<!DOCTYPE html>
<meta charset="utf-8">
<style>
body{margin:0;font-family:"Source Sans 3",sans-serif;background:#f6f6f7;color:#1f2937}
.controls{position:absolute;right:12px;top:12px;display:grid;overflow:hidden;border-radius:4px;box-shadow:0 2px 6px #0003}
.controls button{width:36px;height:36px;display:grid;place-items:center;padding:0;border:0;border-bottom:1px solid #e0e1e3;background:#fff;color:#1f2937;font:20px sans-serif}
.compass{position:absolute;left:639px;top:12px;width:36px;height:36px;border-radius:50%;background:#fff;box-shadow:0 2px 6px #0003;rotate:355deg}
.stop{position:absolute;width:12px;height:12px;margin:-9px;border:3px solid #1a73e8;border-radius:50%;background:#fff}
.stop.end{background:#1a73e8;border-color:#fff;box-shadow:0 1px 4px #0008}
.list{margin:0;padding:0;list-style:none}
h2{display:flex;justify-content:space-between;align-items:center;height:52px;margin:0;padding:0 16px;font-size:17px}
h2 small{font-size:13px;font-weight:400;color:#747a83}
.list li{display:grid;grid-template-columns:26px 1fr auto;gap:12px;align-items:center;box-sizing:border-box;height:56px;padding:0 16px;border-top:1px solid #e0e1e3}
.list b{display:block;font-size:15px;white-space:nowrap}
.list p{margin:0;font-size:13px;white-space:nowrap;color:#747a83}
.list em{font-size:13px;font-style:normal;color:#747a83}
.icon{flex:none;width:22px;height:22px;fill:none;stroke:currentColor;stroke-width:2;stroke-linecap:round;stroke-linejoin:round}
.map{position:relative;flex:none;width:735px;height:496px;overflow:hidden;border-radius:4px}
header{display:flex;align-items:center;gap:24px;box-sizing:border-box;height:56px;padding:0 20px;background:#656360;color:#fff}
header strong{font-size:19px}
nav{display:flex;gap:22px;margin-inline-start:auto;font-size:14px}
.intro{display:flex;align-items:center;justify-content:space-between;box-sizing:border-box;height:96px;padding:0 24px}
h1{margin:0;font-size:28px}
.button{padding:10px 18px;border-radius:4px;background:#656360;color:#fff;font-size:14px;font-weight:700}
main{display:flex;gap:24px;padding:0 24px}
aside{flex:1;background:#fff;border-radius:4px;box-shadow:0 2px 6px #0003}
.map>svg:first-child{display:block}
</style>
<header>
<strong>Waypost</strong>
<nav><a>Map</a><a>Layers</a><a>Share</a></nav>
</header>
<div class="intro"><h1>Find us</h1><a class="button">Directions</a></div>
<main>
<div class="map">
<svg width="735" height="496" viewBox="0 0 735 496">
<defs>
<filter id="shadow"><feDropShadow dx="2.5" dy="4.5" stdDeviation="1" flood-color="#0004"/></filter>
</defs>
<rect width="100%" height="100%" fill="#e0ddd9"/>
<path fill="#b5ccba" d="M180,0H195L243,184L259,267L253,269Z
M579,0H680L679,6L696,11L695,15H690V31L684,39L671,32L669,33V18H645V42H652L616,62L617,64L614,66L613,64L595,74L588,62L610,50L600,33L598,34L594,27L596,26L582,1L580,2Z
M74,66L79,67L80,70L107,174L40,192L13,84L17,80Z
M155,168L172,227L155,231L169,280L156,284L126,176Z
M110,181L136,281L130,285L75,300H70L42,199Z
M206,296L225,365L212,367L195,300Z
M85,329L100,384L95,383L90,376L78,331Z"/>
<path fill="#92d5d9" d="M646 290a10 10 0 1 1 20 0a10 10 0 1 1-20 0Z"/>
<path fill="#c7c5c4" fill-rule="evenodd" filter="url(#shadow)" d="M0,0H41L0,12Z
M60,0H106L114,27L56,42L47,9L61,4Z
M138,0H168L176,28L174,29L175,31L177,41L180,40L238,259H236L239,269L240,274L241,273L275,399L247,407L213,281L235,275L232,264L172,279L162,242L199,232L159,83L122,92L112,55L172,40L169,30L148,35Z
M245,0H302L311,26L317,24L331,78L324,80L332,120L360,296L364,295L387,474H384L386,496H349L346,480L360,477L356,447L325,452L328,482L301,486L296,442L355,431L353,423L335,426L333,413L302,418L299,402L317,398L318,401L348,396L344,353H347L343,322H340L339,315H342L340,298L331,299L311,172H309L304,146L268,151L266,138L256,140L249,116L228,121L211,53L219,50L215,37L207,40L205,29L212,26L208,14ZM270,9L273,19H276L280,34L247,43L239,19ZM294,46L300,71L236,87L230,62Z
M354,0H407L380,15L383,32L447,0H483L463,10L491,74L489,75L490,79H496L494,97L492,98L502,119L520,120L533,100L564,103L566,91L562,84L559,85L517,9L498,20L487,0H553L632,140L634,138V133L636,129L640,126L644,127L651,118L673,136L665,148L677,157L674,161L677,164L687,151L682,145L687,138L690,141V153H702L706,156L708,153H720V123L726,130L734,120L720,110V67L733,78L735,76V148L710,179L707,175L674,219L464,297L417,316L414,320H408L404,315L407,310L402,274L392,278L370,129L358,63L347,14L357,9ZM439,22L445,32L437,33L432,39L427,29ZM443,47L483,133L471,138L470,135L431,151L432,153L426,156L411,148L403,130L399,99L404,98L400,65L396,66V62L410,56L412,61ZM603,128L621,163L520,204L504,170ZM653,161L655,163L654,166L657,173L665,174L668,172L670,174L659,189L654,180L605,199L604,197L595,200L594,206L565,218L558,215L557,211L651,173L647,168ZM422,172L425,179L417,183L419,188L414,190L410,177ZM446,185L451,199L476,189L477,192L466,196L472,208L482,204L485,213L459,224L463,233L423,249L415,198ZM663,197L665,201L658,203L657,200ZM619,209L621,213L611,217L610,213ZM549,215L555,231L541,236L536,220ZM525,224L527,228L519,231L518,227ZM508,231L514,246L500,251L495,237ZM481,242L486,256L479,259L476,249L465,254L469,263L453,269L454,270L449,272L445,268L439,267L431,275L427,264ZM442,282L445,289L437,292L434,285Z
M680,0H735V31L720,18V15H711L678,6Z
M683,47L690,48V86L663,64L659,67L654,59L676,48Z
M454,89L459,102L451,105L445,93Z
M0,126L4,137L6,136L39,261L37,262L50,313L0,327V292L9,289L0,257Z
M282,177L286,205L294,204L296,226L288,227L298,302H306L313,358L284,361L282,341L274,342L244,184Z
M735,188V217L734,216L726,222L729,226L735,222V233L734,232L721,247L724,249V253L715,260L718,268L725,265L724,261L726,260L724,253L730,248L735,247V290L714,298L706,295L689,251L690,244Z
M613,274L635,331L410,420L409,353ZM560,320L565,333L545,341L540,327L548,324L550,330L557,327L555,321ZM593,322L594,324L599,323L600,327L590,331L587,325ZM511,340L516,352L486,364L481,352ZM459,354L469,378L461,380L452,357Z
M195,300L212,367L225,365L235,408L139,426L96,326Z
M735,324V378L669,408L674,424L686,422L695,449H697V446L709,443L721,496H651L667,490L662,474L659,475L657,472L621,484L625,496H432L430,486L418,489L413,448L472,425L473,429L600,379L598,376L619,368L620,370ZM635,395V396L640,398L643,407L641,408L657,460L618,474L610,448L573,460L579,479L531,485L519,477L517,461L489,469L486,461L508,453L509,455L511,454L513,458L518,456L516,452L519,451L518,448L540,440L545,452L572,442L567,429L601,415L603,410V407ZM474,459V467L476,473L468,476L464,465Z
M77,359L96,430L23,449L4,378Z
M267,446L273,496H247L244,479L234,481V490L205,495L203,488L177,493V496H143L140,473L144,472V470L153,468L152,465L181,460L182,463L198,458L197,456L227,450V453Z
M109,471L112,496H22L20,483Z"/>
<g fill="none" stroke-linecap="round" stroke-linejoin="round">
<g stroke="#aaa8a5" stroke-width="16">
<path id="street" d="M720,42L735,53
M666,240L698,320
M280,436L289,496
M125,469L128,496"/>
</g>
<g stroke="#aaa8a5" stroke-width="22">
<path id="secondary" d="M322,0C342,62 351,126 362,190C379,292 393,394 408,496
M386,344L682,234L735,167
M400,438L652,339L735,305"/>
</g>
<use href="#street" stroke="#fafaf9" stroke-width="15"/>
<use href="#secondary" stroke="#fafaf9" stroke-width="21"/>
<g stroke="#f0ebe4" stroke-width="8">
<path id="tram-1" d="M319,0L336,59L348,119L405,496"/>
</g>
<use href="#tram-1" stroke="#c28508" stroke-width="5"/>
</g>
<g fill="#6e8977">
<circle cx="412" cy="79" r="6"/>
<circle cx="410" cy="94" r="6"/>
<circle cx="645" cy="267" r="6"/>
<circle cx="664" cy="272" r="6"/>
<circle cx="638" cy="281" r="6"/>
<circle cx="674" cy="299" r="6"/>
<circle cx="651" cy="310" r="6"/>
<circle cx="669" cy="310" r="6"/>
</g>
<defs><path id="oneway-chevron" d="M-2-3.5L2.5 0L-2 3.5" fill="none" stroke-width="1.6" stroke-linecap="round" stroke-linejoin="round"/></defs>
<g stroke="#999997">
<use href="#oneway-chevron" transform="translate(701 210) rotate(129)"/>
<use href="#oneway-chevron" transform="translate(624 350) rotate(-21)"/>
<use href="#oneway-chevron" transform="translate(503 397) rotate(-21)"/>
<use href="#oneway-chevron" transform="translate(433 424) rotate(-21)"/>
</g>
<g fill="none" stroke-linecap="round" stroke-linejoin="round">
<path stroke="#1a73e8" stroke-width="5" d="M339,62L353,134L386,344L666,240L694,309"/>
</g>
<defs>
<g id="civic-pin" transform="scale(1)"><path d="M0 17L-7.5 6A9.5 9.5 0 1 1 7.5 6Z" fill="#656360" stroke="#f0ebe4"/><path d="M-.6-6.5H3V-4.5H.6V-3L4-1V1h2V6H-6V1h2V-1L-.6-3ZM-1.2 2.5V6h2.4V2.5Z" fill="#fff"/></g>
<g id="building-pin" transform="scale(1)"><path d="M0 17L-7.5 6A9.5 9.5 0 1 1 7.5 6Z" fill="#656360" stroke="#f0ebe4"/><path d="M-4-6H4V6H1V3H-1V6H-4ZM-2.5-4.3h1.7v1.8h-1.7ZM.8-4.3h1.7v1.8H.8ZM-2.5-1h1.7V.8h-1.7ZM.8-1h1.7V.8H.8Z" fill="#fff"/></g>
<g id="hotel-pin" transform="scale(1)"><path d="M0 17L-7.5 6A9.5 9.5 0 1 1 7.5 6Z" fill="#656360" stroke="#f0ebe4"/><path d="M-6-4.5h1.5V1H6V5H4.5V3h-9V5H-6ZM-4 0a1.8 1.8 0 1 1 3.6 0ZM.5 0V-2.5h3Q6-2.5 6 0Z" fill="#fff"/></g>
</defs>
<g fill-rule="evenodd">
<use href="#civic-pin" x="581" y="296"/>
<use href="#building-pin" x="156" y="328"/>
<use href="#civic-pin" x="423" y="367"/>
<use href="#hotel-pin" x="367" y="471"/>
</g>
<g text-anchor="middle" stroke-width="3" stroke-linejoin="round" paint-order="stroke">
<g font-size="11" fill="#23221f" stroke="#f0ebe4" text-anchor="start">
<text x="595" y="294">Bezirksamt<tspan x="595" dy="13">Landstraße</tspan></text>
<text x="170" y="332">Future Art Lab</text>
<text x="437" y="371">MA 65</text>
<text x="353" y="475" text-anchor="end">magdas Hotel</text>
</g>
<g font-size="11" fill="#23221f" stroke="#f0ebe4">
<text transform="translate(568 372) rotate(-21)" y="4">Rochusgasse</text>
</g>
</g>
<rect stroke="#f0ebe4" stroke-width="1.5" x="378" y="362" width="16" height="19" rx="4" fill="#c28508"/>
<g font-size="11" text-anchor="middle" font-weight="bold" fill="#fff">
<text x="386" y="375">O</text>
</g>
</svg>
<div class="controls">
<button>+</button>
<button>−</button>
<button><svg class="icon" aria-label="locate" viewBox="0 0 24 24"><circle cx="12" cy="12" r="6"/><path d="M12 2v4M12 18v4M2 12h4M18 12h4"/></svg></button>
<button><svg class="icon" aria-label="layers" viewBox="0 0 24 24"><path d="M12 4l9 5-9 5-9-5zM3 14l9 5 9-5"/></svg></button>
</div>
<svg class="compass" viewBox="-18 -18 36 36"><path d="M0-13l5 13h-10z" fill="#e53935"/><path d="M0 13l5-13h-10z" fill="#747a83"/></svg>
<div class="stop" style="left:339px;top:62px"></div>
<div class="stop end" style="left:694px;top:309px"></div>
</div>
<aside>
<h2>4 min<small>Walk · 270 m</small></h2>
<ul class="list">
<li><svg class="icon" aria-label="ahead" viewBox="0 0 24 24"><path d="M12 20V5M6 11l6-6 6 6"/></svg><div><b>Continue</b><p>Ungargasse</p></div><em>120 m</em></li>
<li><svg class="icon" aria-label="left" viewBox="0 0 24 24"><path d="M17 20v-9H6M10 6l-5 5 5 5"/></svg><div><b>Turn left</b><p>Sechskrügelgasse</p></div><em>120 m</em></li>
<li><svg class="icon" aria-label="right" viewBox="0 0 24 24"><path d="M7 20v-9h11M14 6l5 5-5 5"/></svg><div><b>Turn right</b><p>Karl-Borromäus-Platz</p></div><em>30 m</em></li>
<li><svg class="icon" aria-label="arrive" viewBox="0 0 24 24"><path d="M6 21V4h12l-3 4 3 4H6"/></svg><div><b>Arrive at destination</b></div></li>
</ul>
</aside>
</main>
○ ○ ○
*Task goal*:
Select every line in the records above that contains the word "solid".

*Response area*:
.controls button{width:36px;height:36px;display:grid;place-items:center;padding:0;border:0;border-bottom:1px solid #e0e1e3;background:#fff;color:#1f2937;font:20px sans-serif}
.stop{position:absolute;width:12px;height:12px;margin:-9px;border:3px solid #1a73e8;border-radius:50%;background:#fff}
.list li{display:grid;grid-template-columns:26px 1fr auto;gap:12px;align-items:center;box-sizing:border-box;height:56px;padding:0 16px;border-top:1px solid #e0e1e3}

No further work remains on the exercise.